Watchers of Tangerine Reef peer into a world that does not pretend to concern itself with human form or focus. In a sort of alienating descent (putting aside any phobias of space, infinity, and the deep), observers are asked to think about what is below and beyond, to intersect with spaces at scales that are not our own and in the service of multiplicities of time, motion, and location. One might expect lots of time-lapse treatment, but when the slower movements of the corals are sped up, it is only to accentuate certain processes. “By speeding up the corals’ timescale to one that humans can perceive,” Foord explained, “we hope that people are able to empathize with them—and, even better, to learn a thing or two about living and symbiosis with neighbors.”

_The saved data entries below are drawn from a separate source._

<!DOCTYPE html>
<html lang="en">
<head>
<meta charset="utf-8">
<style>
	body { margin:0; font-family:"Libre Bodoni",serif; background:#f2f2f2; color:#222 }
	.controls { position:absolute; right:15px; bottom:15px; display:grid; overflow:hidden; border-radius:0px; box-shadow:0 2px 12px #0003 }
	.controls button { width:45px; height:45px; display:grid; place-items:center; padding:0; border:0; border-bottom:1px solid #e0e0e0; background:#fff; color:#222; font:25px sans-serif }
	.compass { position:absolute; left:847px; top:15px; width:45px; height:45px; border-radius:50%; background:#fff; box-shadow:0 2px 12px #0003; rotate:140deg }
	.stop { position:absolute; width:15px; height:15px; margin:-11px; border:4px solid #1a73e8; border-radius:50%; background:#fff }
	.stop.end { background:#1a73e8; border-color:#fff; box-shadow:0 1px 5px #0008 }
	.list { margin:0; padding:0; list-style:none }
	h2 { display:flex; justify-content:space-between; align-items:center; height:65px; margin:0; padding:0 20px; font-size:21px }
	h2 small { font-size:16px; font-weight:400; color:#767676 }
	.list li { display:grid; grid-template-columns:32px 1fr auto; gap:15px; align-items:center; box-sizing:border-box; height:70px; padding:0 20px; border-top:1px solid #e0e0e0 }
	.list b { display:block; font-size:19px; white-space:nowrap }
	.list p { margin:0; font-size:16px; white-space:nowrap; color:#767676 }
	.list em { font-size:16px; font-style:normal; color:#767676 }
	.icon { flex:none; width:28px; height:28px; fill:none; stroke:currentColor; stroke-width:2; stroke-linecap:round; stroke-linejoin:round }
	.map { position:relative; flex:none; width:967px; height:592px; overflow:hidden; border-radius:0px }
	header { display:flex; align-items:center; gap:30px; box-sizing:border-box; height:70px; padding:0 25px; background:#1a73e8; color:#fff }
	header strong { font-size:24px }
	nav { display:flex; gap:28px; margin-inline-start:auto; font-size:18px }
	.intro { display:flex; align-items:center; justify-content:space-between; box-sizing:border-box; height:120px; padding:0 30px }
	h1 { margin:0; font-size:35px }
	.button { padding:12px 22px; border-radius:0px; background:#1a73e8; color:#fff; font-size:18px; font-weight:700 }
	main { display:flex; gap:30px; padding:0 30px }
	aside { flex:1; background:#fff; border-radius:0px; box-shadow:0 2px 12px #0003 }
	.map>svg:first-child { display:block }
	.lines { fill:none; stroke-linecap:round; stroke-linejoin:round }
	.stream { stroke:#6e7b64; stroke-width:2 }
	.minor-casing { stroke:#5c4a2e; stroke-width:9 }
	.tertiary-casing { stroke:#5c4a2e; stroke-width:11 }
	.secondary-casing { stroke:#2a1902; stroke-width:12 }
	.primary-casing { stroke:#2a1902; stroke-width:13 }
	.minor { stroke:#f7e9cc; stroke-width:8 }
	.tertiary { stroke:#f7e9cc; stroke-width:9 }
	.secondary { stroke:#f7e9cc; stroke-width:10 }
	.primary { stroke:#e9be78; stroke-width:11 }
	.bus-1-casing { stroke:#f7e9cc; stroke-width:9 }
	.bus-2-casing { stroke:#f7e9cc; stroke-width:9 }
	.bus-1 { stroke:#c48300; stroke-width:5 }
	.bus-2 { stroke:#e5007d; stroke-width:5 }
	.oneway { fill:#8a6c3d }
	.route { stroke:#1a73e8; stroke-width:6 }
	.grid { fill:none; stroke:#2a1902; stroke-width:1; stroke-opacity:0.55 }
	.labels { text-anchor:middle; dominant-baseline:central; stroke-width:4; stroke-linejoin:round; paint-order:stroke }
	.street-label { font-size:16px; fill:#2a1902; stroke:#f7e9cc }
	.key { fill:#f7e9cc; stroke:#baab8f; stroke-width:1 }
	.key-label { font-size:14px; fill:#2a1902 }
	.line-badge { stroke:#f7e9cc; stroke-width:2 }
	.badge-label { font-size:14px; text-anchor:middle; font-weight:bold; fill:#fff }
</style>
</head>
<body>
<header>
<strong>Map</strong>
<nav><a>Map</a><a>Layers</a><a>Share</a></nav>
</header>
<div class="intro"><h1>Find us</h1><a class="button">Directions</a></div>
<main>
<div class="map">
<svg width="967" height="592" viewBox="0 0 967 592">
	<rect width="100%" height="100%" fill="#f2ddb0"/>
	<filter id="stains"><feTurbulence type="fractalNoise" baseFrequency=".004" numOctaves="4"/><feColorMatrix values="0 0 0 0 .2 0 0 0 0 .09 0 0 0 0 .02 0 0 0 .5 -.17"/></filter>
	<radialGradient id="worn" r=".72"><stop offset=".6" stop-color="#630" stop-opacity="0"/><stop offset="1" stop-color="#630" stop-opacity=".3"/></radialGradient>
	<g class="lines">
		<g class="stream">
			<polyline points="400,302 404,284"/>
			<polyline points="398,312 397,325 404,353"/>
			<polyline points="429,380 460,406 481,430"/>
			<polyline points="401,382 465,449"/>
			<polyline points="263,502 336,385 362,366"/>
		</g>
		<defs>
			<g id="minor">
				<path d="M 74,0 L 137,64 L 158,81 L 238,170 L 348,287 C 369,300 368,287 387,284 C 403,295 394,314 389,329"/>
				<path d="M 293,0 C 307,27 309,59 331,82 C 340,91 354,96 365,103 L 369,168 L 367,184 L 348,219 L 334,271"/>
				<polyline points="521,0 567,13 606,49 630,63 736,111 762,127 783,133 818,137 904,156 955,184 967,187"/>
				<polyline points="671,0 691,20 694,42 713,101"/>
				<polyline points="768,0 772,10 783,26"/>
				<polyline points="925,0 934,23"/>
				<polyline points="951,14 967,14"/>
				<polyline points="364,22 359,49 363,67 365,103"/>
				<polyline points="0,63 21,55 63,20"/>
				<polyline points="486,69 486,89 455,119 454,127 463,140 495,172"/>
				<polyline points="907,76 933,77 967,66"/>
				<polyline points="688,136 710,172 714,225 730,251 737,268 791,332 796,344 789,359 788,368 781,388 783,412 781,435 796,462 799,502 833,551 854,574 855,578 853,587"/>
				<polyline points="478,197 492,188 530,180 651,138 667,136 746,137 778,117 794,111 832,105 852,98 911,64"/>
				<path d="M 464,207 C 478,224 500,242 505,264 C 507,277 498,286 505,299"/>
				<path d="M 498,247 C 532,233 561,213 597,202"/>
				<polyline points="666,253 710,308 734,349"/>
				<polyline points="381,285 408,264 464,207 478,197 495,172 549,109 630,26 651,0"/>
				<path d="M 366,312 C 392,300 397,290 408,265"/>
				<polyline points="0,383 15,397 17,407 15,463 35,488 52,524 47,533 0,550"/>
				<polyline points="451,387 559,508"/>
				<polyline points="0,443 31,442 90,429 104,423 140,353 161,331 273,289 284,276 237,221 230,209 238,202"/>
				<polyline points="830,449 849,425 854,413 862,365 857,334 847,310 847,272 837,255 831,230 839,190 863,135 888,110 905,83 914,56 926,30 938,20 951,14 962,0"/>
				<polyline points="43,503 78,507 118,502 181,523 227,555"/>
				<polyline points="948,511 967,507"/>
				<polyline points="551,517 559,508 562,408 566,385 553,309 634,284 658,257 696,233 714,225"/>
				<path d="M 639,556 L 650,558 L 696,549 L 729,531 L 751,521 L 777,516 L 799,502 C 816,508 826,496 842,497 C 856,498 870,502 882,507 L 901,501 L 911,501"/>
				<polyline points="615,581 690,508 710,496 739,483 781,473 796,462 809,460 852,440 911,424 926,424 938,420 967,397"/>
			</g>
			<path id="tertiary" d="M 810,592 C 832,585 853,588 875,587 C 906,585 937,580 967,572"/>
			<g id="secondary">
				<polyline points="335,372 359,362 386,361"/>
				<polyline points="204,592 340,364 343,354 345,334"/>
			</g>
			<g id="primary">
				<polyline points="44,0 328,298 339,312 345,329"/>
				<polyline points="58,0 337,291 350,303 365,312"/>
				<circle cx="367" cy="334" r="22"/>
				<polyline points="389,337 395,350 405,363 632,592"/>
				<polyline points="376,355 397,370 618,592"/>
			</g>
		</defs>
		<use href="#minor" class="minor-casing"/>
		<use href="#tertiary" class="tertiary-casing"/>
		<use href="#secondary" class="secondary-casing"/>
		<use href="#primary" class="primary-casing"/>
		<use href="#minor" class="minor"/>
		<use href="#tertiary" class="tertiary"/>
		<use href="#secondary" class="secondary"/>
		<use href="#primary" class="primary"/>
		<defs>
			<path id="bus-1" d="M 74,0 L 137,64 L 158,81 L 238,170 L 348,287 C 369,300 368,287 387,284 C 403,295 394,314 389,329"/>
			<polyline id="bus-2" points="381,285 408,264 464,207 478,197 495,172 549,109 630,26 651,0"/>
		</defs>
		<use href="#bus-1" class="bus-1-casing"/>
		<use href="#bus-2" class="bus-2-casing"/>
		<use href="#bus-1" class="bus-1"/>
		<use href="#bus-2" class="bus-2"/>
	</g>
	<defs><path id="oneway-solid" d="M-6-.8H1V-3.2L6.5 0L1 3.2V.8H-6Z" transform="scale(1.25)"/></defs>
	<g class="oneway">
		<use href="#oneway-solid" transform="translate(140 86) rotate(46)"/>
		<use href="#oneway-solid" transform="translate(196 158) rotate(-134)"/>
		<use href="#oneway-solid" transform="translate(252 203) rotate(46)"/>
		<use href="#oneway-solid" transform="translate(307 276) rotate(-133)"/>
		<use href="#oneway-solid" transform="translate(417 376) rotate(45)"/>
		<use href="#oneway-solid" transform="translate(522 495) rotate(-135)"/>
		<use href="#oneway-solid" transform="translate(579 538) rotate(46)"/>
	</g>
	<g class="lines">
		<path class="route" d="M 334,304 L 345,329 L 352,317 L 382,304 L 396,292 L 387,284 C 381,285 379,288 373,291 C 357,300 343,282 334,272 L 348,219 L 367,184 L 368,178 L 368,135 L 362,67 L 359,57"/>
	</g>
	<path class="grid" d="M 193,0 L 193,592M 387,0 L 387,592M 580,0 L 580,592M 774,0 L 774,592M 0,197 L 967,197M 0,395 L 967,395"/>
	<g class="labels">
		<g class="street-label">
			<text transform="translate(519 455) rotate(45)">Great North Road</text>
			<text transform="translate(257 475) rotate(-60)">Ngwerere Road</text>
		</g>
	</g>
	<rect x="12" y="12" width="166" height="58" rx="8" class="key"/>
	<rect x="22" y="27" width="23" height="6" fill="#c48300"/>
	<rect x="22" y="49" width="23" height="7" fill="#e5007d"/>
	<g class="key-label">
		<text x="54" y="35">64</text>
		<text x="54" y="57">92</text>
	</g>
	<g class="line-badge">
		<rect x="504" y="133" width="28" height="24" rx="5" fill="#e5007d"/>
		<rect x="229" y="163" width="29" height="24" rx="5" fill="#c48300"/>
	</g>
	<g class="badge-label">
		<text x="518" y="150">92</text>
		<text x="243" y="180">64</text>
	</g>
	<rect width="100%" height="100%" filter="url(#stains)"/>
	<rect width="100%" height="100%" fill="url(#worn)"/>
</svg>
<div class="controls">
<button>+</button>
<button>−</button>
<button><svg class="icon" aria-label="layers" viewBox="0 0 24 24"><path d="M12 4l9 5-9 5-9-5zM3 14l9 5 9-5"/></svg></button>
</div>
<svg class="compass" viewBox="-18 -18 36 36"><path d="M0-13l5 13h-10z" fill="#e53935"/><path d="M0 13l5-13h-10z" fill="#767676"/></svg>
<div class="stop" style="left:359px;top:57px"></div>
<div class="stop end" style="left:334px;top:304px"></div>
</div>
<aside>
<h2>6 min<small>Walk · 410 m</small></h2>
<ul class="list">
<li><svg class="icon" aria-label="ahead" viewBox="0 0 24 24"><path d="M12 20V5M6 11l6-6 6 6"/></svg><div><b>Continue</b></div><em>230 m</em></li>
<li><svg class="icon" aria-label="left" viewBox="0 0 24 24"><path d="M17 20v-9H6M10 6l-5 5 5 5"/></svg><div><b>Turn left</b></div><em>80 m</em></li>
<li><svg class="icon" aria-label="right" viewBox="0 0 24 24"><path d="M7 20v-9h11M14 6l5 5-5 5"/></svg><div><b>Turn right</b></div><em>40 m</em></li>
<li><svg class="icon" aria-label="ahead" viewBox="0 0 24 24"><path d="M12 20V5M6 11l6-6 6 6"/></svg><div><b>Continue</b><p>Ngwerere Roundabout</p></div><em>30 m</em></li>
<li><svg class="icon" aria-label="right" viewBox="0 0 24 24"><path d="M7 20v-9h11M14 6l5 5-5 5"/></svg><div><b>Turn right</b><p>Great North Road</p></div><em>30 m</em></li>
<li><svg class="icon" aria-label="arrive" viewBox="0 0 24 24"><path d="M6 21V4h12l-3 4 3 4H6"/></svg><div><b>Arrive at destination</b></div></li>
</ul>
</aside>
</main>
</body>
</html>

The majority of the film provides macro-scale views of one type of reef-dwelling species at a time, turning the lens toward the minute behaviors and unseen liveliness of non-human species who, as the credits roll, are given credit as actors and collaborators. “The most common question we get about corals and reefs is: Why are they important to humans?” said Foord. “This type of thinking presupposes that a life form is only worth saving if it protects our real estate or offers a cure for cancer. Corals don’t need to justify their existence for anyone’s convenience or protection.”
In the process of entanglement between human and non-human forces, viewers are forced to reckon with our collective reciprocal relationship with these creatures—our ability to help them and to harm—while the corals either adapt or become extinct in the face of climate change. “When you get in the water, you see the reality of how complex the ocean systems are—how incredible the mechanism of the planet is and how crucial those environments are to our lives,” Deakin said. “I hope that’s what comes out of the film for people.”
All parties involved are fans of Charles and Ray Eames’s 1977 film Powers of Ten, which visualizes the scale of the universe through exponential camera pans and zooms—from a picnic in Chicago out to the edges of space and back again into the cells of a body lounging on a blanket in the Windy City. “What a great film,” said Foord. “It is our intent to make films that resonate from the scale of the microscope to that of a telescope. From our perspective, we see corals as the first astronomers and timekeepers of planet Earth. If we pay attention to them, corals can help elevate human thinking towards the logarithmic scale that Powers of 10 demonstrates.”
In its last half-hour, Tangerine Reef takes a turn toward cosmic noise as the audio and visual effects begin to lock in together especially well. Poignant-seeming voids, geographies, and coral-made mandalas become worlds that collapse inward and expand as the camera retreats. “To be able to present archetypal organisms with a mythos to convey,” Foord said, “is an opportunity we don’t take for granted.”